• _Problem requirements_: Below are some records. Pull every line that contains the word "object".

Records from a data collection:

──────

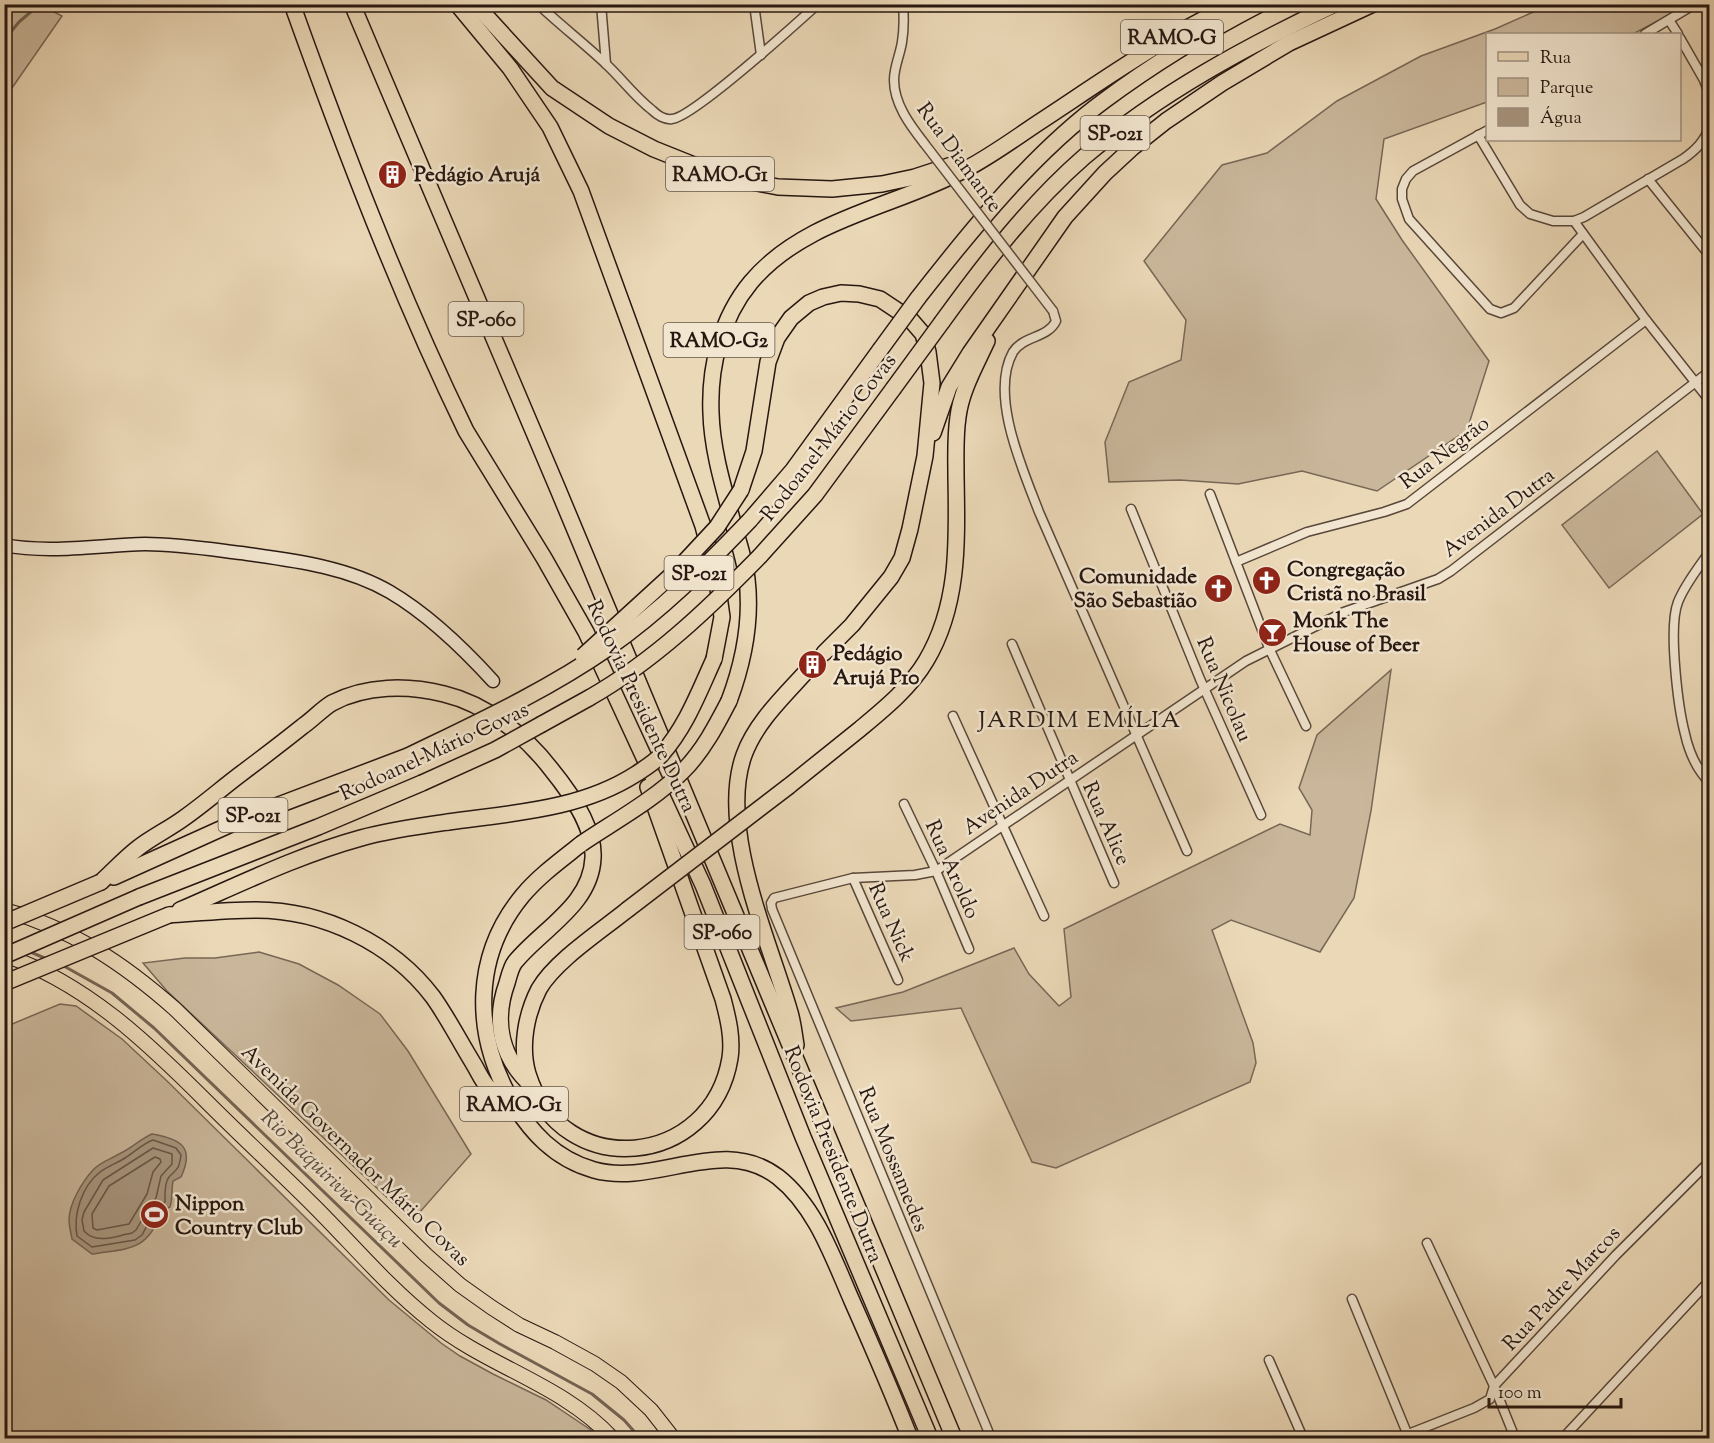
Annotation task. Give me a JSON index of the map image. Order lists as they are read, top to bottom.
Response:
{
  "streets": {
    "highway": [
      "RAMO-G",
      "SP-021",
      "RAMO-G1",
      "SP-060",
      "RAMO-G2",
      "Rodoanel Mário Covas",
      "Rodovia Presidente Dutra"
    ],
    "main road": ["Avenida Governador Mário Covas"],
    "street": [
      "Rua Diamante",
      "Rua Negrão",
      "Avenida Dutra",
      "Rua Nicolau",
      "Rua Alice",
      "Rua Aroldo",
      "Rua Nick",
      "Rua Mossamedes",
      "Rua Padre Marcos"
    ]
  },
  "crossings": [
    ["RAMO-G", "RAMO-G1"],
    ["RAMO-G", "RAMO-G2"],
    ["Rua Diamante", "Avenida Dutra"],
    ["RAMO-G1", "RAMO-G2"],
    ["Avenida Dutra", "Rua Nicolau"],
    ["Avenida Dutra", "Rua Alice"],
    ["Avenida Dutra", "Rua Aroldo"],
    ["Avenida Dutra", "Rua Nick"],
    ["Avenida Dutra", "Rua Mossamedes"]
  ],
  "districts": ["JARDIM EMÍLIA"],
  "water": ["Rio Baquirivu-Guaçu"],
  "places": {
    "building": ["Pedágio Arujá", "Pedágio Arujá P10"],
    "church": ["Congregação Cristã no Brasil", "Comunidade São Sebastião"],
    "bar": ["Monk The House of Beer"],
    "sports": ["Nippon Country Club"]
  },
  "legend": ["Rua", "Parque", "Água"],
  "scale_bar": "100 m"
}
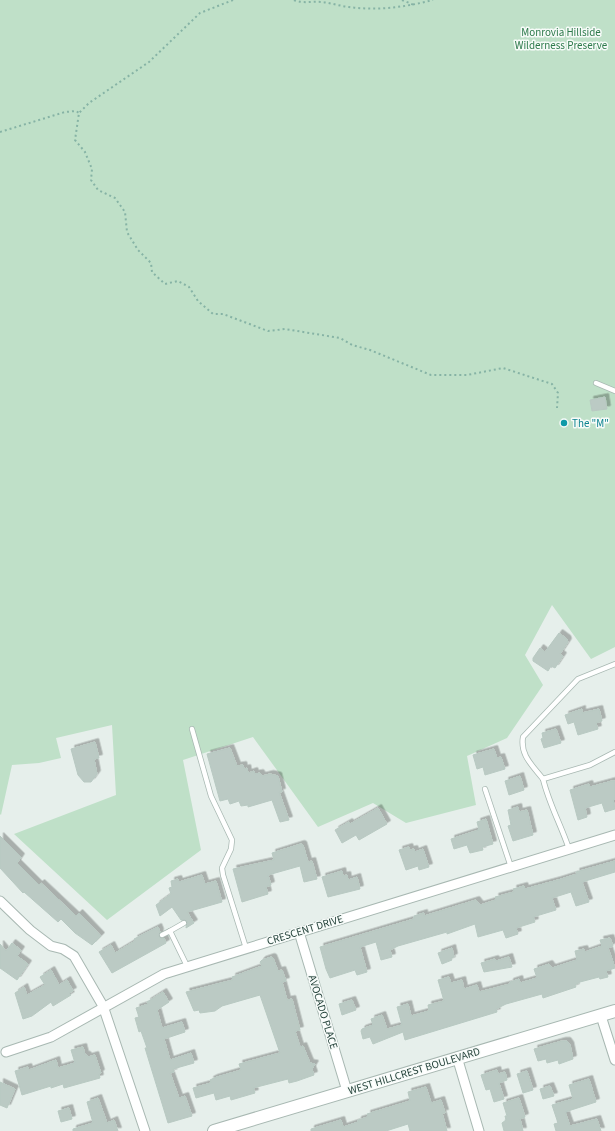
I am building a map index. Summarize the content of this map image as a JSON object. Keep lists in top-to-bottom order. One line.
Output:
{"streets":{"street":["CRESCENT DRIVE","AVOCADO PLACE","WEST HILLCREST BOULEVARD"]},"crossings":[["CRESCENT DRIVE","AVOCADO PLACE"],["AVOCADO PLACE","WEST HILLCREST BOULEVARD"]],"parks":["Monrovia Hillside Wilderness Preserve"],"places":["The \"M\""]}
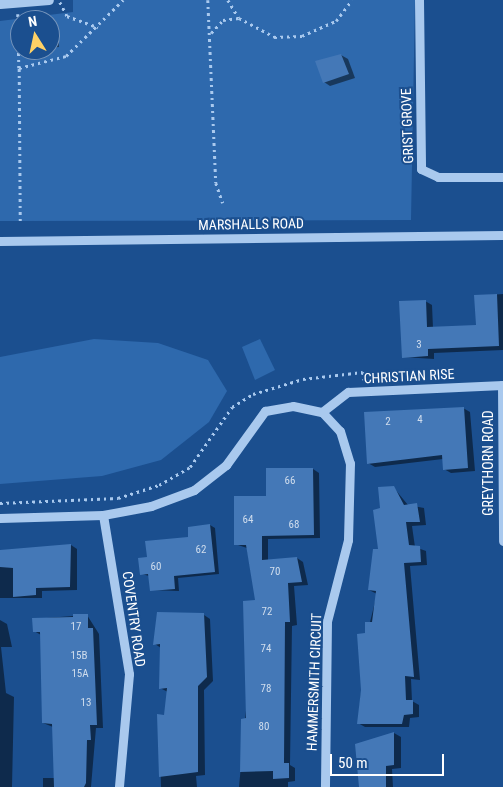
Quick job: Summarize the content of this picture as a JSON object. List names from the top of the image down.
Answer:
{
  "streets": {
    "street": [
      "GRIST GROVE",
      "MARSHALLS ROAD",
      "CHRISTIAN RISE",
      "GREYTHORN ROAD",
      "COVENTRY ROAD",
      "HAMMERSMITH CIRCUIT"
    ]
  },
  "crossings": [
    ["CHRISTIAN RISE", "GREYTHORN ROAD"],
    ["CHRISTIAN RISE", "HAMMERSMITH CIRCUIT"]
  ],
  "house_numbers": [
    "3",
    "4",
    "2",
    "66",
    "64",
    "68",
    "62",
    "60",
    "70",
    "72",
    "17",
    "74",
    "15B",
    "15A",
    "78",
    "13",
    "80"
  ],
  "scale_bar": "50 m",
  "north": "top"
}
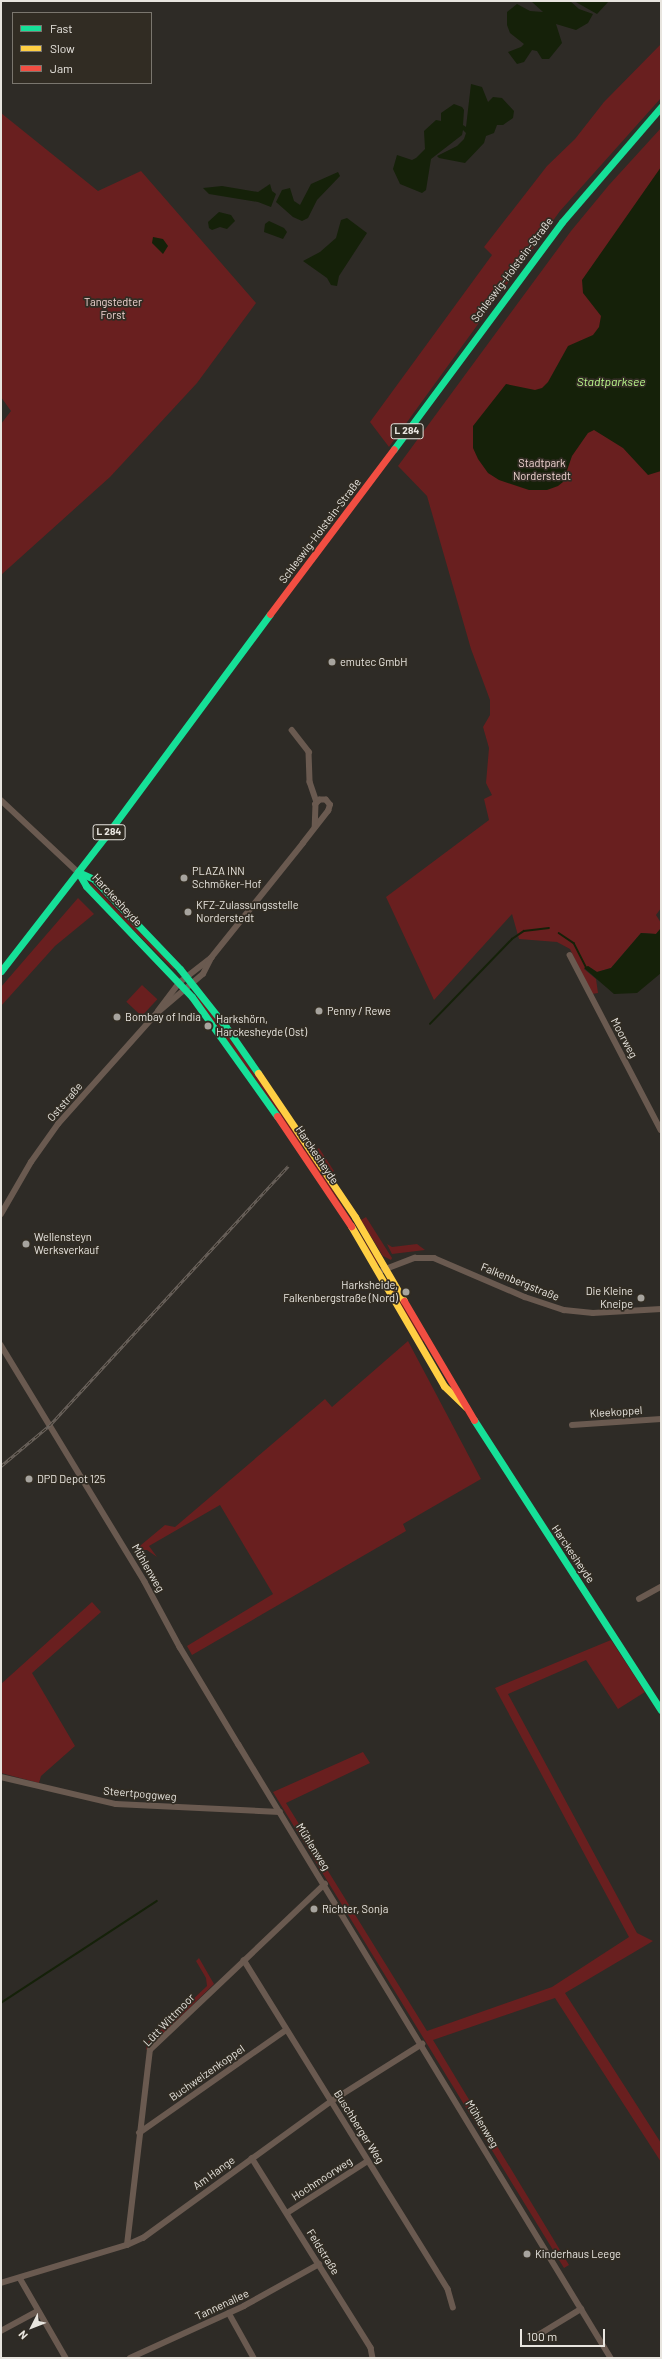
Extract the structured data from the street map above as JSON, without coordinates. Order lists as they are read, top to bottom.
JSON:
{
  "streets": {
    "main road": ["Schleswig-Holstein-Straße", "L 284", "Harckesheyde"],
    "street": [
      "Moorweg",
      "Oststraße",
      "Falkenbergstraße",
      "Kleekoppel",
      "Mühlenweg",
      "Steertpoggweg",
      "Lütt Wittmoor",
      "Buchweizenkoppel",
      "Buschberger Weg",
      "Am Hange",
      "Hochmoorweg",
      "Feldstraße",
      "Tannenallee"
    ]
  },
  "crossings": [
    ["Schleswig-Holstein-Straße", "Harckesheyde"],
    ["Harckesheyde", "Oststraße"],
    ["Harckesheyde", "Falkenbergstraße"],
    ["Mühlenweg", "Steertpoggweg"],
    ["Mühlenweg", "Lütt Wittmoor"],
    ["Mühlenweg", "Am Hange"],
    ["Lütt Wittmoor", "Buchweizenkoppel"],
    ["Lütt Wittmoor", "Buschberger Weg"],
    ["Lütt Wittmoor", "Am Hange"],
    ["Buchweizenkoppel", "Buschberger Weg"],
    ["Buschberger Weg", "Am Hange"],
    ["Buschberger Weg", "Hochmoorweg"],
    ["Am Hange", "Feldstraße"],
    ["Hochmoorweg", "Feldstraße"],
    ["Feldstraße", "Tannenallee"]
  ],
  "water": ["Stadtparksee"],
  "parks": ["Tangstedter Forst", "Stadtpark Norderstedt"],
  "places": [
    "emutec GmbH",
    "PLAZA INN Schmöker-Hof",
    "KFZ-Zulassungsstelle Norderstedt",
    "Penny / Rewe",
    "Bombay of India",
    "Harkshörn, Harckesheyde (Ost)",
    "Wellensteyn Werksverkauf",
    "Harksheide, Falkenbergstraße (Nord)",
    "Die Kleine Kneipe",
    "DPD Depot 125",
    "Richter, Sonja",
    "Kinderhaus Leege"
  ],
  "legend": ["Fast", "Slow", "Jam"],
  "scale_bar": "100 m",
  "north": "bottom left"
}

──────

• _Task output_:
I am building a map index. Summarize the content of this map image as a JSON object. Keep lists in top-to-bottom order. One line.
Quick job: Summarize the content of this picture as a JSON object. List names from the top of the image down.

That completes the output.